> _What is needed_
Where a line of the following data contains the string "align", include it in the tally. Report the total alone.

> _Records contained in a dataset_
┄┄┄┄┄┄┄┄┄┄

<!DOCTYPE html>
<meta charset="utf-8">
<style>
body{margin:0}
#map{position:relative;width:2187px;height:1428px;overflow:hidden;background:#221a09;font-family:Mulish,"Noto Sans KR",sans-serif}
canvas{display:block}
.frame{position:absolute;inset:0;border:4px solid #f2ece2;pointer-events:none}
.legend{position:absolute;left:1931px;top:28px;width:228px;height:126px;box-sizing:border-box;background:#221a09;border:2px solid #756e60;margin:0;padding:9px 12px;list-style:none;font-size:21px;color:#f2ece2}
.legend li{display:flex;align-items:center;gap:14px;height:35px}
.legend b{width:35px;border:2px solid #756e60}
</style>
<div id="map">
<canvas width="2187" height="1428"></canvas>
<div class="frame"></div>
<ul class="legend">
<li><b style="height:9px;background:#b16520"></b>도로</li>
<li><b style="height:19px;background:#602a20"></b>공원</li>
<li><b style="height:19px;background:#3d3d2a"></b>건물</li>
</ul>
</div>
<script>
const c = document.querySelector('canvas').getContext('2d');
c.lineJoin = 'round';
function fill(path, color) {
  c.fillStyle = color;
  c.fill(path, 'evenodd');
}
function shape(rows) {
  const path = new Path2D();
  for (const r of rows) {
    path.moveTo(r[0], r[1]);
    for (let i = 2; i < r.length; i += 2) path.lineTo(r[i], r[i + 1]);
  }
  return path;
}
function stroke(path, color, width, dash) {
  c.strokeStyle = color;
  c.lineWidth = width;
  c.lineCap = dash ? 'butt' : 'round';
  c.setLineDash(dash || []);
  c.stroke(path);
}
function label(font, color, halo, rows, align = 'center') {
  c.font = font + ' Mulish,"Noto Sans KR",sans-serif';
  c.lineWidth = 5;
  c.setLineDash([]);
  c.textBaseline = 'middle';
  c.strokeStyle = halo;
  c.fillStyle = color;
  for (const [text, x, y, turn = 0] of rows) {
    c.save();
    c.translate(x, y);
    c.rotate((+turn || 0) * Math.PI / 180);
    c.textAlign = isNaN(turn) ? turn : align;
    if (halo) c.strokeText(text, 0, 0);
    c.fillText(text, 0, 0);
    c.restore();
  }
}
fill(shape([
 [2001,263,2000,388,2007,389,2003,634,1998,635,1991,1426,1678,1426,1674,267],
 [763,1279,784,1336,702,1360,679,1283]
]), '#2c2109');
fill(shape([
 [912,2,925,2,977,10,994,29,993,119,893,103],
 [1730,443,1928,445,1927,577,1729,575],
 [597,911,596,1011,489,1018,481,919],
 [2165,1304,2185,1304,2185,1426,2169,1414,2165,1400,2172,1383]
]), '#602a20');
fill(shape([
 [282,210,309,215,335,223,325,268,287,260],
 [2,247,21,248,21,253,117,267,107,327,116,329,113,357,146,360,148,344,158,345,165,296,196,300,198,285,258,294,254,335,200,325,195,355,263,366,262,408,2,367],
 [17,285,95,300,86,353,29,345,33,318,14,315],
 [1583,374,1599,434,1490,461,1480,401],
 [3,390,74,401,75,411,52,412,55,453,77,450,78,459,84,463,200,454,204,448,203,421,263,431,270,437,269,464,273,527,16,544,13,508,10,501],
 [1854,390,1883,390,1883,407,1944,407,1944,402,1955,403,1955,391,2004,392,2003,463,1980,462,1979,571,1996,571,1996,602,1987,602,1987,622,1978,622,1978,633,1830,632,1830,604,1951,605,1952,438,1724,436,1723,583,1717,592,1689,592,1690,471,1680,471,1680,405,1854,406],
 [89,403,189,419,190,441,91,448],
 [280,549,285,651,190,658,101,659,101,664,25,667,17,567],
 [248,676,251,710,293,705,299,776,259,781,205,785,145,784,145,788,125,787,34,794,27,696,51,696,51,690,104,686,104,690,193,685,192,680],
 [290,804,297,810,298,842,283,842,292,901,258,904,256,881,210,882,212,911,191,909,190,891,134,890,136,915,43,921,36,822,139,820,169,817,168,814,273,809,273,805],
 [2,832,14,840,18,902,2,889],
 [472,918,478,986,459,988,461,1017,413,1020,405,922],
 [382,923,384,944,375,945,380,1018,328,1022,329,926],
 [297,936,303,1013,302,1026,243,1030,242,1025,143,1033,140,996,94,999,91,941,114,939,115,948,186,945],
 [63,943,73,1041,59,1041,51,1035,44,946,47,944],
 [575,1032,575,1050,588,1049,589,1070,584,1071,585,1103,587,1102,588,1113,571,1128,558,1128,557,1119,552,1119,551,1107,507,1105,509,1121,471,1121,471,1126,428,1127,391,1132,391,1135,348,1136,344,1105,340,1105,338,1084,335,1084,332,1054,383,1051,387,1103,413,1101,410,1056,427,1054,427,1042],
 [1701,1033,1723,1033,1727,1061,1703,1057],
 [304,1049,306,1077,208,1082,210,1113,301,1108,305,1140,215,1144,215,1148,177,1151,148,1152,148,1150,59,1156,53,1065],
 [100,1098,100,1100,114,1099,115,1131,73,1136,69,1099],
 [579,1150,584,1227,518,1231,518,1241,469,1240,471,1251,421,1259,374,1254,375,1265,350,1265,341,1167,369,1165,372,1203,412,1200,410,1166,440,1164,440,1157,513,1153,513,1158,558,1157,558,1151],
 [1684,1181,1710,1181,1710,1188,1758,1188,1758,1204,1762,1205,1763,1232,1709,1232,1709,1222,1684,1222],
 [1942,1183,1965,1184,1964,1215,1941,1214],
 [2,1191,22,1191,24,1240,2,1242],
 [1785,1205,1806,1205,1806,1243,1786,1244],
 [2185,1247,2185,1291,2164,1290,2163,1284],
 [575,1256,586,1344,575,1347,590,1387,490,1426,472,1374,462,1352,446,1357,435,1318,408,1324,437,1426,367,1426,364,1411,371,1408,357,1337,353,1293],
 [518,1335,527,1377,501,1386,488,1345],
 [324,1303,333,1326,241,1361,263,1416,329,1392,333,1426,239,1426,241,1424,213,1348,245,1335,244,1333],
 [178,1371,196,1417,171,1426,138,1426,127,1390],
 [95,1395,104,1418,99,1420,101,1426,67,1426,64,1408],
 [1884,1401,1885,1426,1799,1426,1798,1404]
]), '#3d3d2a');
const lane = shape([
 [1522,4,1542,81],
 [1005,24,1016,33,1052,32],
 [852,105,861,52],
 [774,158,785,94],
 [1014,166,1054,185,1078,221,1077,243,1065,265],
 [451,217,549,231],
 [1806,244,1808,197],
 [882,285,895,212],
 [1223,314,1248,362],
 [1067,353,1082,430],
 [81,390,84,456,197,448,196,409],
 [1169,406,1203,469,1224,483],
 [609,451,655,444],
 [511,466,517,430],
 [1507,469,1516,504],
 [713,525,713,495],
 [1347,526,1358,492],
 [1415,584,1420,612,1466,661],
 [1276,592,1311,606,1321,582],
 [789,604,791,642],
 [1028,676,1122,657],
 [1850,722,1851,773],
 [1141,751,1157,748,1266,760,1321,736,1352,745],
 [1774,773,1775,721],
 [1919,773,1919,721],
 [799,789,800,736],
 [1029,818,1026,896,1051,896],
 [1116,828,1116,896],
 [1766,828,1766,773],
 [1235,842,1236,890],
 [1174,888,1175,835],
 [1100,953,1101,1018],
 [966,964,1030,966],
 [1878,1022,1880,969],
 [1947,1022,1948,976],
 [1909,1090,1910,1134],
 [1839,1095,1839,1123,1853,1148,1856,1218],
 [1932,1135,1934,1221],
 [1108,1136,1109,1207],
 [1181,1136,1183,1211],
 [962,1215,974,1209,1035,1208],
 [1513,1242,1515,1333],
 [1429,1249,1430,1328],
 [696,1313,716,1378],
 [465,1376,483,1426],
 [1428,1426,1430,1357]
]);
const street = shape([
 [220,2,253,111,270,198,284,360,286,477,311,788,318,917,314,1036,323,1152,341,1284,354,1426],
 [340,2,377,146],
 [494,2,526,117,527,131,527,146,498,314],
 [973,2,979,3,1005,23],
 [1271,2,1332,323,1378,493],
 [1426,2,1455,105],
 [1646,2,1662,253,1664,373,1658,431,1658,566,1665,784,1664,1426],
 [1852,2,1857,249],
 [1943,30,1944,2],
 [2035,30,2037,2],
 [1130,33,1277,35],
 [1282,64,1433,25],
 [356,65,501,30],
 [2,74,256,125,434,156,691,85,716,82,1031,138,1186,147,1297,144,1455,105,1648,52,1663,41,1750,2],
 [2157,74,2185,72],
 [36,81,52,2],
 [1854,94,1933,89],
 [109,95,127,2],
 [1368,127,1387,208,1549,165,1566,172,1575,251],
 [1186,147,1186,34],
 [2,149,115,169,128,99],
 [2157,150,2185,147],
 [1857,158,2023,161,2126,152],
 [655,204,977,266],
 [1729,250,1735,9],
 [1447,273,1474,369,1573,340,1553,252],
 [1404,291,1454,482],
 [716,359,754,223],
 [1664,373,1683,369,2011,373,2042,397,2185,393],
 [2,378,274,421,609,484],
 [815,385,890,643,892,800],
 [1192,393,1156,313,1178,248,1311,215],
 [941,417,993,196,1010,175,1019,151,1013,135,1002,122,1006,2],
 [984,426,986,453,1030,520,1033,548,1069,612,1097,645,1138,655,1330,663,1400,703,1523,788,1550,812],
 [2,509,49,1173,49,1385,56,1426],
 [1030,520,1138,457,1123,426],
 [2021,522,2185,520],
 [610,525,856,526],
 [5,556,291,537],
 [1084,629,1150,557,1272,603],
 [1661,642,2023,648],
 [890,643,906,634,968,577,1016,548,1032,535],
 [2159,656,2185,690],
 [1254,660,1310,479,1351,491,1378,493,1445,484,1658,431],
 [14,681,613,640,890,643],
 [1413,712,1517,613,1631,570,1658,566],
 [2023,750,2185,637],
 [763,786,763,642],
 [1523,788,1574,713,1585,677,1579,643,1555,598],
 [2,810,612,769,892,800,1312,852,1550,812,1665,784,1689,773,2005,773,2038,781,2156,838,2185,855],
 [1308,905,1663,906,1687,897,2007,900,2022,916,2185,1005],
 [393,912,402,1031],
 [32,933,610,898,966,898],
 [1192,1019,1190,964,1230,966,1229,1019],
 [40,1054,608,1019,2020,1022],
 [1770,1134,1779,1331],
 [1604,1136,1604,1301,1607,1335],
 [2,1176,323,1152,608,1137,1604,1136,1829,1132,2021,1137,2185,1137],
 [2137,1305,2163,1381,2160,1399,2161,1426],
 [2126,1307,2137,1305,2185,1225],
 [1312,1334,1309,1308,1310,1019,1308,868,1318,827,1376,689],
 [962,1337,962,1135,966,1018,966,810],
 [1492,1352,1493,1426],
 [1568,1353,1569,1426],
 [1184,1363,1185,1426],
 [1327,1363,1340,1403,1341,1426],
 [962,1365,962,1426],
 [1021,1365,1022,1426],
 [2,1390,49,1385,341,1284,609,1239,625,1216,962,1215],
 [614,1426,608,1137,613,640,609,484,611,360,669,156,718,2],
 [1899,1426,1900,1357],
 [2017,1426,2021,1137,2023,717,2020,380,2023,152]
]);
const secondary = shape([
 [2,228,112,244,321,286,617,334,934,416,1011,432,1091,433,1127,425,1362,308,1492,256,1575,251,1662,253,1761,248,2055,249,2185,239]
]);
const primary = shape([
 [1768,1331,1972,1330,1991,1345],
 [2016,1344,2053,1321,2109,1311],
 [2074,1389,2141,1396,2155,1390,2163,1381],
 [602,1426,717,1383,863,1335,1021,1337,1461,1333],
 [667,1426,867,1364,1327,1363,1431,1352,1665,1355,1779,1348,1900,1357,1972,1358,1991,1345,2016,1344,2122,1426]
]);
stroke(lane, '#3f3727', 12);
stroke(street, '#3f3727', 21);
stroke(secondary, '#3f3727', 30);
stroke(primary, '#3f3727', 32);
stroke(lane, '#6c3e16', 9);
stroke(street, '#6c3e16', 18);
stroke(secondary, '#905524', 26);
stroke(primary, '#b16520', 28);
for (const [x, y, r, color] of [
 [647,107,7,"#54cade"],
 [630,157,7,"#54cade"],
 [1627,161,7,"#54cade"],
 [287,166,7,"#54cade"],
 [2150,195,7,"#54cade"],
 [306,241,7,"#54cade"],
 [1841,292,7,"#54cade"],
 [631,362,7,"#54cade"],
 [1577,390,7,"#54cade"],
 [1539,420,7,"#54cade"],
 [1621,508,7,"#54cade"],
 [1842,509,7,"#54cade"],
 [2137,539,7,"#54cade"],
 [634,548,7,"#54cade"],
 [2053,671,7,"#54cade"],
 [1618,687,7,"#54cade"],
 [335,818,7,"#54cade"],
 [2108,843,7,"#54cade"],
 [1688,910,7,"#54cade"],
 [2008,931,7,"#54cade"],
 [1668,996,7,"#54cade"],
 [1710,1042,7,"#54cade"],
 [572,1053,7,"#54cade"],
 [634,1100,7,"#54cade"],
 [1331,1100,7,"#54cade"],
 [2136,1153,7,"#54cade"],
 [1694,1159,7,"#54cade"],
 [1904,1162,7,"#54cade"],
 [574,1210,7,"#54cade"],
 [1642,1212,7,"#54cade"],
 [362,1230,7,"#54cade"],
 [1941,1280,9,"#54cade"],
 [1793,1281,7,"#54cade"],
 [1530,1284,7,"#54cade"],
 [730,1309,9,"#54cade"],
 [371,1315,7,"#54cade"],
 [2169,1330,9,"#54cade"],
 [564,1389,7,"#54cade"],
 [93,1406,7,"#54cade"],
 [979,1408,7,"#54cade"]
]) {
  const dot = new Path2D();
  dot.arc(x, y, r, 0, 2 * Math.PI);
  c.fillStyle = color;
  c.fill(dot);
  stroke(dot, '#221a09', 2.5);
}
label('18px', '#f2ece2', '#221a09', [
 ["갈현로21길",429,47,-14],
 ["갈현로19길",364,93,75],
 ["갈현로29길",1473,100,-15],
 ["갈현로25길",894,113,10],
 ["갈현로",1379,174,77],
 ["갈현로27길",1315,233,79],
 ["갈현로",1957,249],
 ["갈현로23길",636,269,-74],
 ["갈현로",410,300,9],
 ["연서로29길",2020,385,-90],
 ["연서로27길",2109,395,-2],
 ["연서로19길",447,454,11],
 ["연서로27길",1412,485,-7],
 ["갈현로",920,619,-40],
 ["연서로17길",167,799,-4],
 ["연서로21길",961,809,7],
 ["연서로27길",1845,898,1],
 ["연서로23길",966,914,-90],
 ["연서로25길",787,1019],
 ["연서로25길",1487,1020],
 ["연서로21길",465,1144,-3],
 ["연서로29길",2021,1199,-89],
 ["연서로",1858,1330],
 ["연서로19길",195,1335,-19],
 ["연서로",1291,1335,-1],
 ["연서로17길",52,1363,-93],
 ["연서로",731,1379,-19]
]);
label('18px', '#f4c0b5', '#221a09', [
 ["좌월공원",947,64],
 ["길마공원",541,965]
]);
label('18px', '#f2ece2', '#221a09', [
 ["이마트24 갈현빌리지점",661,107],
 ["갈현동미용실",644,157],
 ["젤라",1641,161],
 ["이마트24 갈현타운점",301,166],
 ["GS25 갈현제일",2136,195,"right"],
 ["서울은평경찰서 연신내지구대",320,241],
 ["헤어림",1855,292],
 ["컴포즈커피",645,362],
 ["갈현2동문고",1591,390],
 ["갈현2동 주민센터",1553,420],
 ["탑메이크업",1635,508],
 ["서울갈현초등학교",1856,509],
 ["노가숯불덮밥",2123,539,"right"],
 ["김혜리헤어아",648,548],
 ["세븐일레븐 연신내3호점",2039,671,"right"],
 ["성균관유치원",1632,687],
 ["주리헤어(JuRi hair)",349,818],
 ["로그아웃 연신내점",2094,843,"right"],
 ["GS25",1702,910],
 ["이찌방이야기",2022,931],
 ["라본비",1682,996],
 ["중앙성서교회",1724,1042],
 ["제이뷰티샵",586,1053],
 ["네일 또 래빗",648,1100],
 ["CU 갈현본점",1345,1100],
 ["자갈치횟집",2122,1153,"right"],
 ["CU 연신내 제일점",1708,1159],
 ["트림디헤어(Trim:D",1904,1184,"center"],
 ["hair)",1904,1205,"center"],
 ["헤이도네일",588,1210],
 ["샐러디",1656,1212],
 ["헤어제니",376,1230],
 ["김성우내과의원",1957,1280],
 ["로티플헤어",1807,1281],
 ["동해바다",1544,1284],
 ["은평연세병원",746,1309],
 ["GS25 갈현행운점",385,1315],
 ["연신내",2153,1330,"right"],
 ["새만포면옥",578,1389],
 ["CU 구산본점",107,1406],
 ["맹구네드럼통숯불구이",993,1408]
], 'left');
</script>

┄┄┄┄┄┄┄┄┄┄

> _Solved exercise_
3